Tiger Shark returned to the inner slip at speed, the steps being considered a risk due to a still low river height, and kept the people on board till the local Coastguard could collect them for interview and details. Lawrie joined us to help Ben.
Meanwhile, Ben on his own, social distancing etc., was starting his return to the river, having recovered a lady on the causeway and, separately, a man with a dog who had managed to climb on to one of the teeth but not without suffering a lot of cuts.
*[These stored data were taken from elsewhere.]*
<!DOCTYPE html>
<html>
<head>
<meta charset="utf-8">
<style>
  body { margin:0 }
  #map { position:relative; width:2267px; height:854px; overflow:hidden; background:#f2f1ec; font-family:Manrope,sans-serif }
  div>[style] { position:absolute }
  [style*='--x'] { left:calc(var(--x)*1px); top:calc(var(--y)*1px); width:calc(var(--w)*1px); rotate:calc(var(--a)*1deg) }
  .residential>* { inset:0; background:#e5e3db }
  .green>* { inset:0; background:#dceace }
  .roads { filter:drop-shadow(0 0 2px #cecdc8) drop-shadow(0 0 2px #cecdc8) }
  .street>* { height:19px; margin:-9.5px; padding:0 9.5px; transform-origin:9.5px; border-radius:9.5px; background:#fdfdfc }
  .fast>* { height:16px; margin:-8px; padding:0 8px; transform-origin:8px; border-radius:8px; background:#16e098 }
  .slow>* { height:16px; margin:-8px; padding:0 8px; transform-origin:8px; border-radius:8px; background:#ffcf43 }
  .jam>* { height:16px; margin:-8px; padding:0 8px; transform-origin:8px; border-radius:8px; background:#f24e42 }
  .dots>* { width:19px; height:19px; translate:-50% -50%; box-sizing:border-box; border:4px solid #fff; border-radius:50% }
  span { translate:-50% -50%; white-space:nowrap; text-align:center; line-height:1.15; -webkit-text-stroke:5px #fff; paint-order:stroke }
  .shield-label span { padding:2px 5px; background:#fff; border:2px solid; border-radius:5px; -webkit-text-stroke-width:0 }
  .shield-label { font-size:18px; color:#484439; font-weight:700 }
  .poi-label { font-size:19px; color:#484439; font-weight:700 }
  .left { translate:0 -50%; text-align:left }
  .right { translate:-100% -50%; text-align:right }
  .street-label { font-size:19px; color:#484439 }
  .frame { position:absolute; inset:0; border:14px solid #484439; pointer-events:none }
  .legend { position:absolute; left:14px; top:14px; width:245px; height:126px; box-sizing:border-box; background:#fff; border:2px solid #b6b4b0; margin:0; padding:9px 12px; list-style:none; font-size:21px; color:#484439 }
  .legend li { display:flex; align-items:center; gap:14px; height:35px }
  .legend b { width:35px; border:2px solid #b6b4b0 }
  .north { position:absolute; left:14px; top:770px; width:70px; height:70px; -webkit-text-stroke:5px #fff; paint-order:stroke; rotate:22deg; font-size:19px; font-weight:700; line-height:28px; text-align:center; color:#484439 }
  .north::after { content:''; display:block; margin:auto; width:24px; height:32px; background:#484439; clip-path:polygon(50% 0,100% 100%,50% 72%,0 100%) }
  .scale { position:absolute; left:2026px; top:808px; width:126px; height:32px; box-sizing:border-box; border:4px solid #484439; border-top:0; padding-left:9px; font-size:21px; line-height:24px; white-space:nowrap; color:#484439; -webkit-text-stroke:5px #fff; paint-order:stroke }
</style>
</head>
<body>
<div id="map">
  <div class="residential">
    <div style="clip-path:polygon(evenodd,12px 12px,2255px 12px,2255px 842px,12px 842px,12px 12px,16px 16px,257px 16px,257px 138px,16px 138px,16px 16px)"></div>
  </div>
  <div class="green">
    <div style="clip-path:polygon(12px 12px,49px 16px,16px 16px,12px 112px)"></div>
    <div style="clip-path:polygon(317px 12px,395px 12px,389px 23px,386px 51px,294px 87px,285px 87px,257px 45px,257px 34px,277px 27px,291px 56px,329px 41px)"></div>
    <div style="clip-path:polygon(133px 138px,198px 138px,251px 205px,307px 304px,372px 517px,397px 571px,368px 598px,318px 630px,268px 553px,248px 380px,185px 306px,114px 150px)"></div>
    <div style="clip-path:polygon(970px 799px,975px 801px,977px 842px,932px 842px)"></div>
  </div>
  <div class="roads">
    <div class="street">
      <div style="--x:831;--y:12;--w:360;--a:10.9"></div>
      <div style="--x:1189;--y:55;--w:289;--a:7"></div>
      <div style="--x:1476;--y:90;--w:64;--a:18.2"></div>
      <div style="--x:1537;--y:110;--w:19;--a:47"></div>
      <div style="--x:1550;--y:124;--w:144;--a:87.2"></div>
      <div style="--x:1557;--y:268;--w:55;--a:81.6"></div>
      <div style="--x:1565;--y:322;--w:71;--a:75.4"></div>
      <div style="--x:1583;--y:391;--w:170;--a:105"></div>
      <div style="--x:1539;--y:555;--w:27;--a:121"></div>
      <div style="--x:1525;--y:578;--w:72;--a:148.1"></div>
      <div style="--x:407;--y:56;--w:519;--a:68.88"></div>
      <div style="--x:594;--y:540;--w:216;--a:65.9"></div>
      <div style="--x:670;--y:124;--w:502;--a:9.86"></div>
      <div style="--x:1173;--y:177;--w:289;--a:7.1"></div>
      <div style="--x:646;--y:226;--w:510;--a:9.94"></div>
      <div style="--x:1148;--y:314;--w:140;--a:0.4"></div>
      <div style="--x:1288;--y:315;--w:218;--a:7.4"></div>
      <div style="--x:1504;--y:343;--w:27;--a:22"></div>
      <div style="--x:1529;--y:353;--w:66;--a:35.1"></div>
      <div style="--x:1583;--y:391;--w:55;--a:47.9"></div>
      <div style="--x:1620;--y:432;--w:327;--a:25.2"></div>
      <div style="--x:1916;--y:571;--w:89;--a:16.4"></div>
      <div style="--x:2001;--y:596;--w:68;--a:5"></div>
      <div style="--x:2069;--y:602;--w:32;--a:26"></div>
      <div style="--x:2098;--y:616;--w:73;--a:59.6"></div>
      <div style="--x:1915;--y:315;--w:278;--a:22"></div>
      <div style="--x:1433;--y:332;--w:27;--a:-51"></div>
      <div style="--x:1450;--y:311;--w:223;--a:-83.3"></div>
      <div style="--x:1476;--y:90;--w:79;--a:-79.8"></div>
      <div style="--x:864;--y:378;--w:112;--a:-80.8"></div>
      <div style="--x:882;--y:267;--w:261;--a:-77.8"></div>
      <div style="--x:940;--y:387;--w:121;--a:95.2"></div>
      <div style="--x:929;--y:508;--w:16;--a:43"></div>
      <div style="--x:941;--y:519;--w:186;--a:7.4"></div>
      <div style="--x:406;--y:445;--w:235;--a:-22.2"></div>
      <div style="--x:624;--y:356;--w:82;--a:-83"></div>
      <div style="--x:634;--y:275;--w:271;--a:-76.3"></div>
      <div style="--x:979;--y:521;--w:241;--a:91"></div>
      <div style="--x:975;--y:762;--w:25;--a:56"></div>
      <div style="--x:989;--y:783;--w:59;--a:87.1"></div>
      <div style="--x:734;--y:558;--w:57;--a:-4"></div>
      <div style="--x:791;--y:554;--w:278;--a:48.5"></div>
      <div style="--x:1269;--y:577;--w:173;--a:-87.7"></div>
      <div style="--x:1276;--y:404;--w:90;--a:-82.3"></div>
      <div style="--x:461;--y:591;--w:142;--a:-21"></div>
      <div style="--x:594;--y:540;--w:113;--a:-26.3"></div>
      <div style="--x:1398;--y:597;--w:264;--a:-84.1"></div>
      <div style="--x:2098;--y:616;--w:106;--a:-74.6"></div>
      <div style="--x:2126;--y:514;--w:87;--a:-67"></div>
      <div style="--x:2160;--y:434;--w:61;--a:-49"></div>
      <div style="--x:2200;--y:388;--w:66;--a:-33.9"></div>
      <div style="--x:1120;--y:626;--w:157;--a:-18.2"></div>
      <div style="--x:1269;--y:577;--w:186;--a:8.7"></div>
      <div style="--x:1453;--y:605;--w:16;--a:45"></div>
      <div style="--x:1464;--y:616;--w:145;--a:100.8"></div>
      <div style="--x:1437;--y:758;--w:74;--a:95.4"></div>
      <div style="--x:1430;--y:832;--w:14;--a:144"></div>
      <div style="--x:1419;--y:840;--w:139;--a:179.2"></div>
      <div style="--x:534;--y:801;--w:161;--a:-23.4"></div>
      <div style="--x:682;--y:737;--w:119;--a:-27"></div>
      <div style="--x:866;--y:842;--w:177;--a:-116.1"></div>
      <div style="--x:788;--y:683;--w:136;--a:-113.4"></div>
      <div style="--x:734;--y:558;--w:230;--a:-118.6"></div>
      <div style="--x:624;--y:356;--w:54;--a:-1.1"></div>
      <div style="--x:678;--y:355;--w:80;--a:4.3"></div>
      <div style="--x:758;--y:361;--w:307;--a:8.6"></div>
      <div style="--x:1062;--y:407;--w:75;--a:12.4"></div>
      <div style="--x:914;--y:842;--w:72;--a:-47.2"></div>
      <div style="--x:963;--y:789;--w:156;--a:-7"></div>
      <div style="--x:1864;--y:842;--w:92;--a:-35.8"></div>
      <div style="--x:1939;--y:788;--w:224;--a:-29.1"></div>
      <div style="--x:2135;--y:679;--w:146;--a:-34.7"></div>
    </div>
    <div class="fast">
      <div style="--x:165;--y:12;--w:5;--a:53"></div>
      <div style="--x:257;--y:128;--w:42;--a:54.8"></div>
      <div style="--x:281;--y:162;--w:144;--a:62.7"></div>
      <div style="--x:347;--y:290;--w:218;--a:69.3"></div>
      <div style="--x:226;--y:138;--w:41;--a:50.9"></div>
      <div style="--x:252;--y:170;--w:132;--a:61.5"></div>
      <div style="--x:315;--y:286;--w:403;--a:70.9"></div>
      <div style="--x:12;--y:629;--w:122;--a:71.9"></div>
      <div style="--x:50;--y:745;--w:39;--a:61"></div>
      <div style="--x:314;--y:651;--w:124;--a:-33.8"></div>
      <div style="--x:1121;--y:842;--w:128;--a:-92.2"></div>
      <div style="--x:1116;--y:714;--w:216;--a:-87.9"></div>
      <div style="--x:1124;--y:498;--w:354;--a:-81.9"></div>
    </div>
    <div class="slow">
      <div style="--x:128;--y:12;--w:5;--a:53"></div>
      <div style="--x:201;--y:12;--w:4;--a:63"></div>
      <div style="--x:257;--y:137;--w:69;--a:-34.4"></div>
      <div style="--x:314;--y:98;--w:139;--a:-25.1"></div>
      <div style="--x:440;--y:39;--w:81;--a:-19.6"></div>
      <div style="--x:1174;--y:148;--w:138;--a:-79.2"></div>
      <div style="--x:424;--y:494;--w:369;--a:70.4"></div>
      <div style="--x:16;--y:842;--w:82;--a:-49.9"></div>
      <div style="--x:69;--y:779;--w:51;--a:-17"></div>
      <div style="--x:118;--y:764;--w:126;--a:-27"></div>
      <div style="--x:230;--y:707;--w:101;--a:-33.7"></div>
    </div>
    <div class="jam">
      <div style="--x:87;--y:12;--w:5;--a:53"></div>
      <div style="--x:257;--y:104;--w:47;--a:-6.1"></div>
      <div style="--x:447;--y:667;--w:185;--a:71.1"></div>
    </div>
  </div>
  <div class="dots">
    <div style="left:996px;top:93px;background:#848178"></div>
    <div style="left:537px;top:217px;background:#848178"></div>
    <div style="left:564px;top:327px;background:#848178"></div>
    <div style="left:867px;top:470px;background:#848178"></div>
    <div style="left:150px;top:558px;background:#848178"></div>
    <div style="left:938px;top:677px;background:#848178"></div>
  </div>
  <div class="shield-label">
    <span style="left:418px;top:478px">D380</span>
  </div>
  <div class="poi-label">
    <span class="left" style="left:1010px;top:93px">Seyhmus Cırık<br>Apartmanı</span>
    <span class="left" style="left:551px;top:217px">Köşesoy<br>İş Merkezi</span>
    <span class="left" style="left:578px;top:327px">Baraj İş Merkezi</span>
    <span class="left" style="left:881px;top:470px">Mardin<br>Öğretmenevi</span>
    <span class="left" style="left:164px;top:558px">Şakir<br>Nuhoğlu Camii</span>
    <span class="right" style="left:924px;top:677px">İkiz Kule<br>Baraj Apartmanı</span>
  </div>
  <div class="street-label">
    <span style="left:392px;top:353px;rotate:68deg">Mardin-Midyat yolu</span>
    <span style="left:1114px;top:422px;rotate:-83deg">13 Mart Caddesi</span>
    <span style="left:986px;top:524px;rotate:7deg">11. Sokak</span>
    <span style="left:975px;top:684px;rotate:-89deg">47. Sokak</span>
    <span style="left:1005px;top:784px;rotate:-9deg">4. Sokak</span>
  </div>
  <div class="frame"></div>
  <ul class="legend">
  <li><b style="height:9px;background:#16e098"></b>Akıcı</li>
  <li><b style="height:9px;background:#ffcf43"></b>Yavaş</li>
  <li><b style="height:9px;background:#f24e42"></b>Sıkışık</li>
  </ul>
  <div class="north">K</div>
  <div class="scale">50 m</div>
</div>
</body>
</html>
My daughter had come down to Cramond just before the incident was set off and, realising something was amiss, started to take photos and set off towards the outer slip area. She has kindly passed them to me and we had a close look yesterday. It seems that Ben was, unknowingly, more of a hero than certainly I was aware. His rescue work was significantly more dangerous than ours. With the lady on the causeway being in the water, he went to her first, bow in and engine in clear water just as the manual advises. He told her to stay on the causeway and not step out until he was in position but, unfortunately, she did step off the causeway and immediately sank. To make matters worse, she finished up between 2 of the teeth which meant taking Berserker over the causeway. Ben positioned Berserker up against the teeth to avoid going through and grabbed hold of the lady. As she could not swim, Ben had to give her a lot of assistance to pull her in to Berserker which, he managed without a crew. He then recovered the man and dog. He told me that the man could swim and it may be that he was able to help with the lady's recovery but even so, without Ben's assistance, the outcome would have been dire, possibly fatal. Ben would normally have applied power to return the casualties to shore but, as soon as he put power on the lady screamed in panic and the man also 'expressed alarm'! Hence with the lady in severe shock and the man clearly showing signs of hypothermia, their return was a very stately 5 or so knots. With the Coastguard personnel all being out at the outer slip area, Lawrie took the them along. Both received immediate attention from the Coastguard and Ambulance people. Lawrie was stopped by a Policeman who expressed his confusion and wanted lots of info but Lawrie, keen to go racing, directed him to the Coastguard. According to Helen, my daughter, she saw one lady whom we had rescued covered in blood and being given first aid by a Coastguard. Several others seemed to have minor injuries.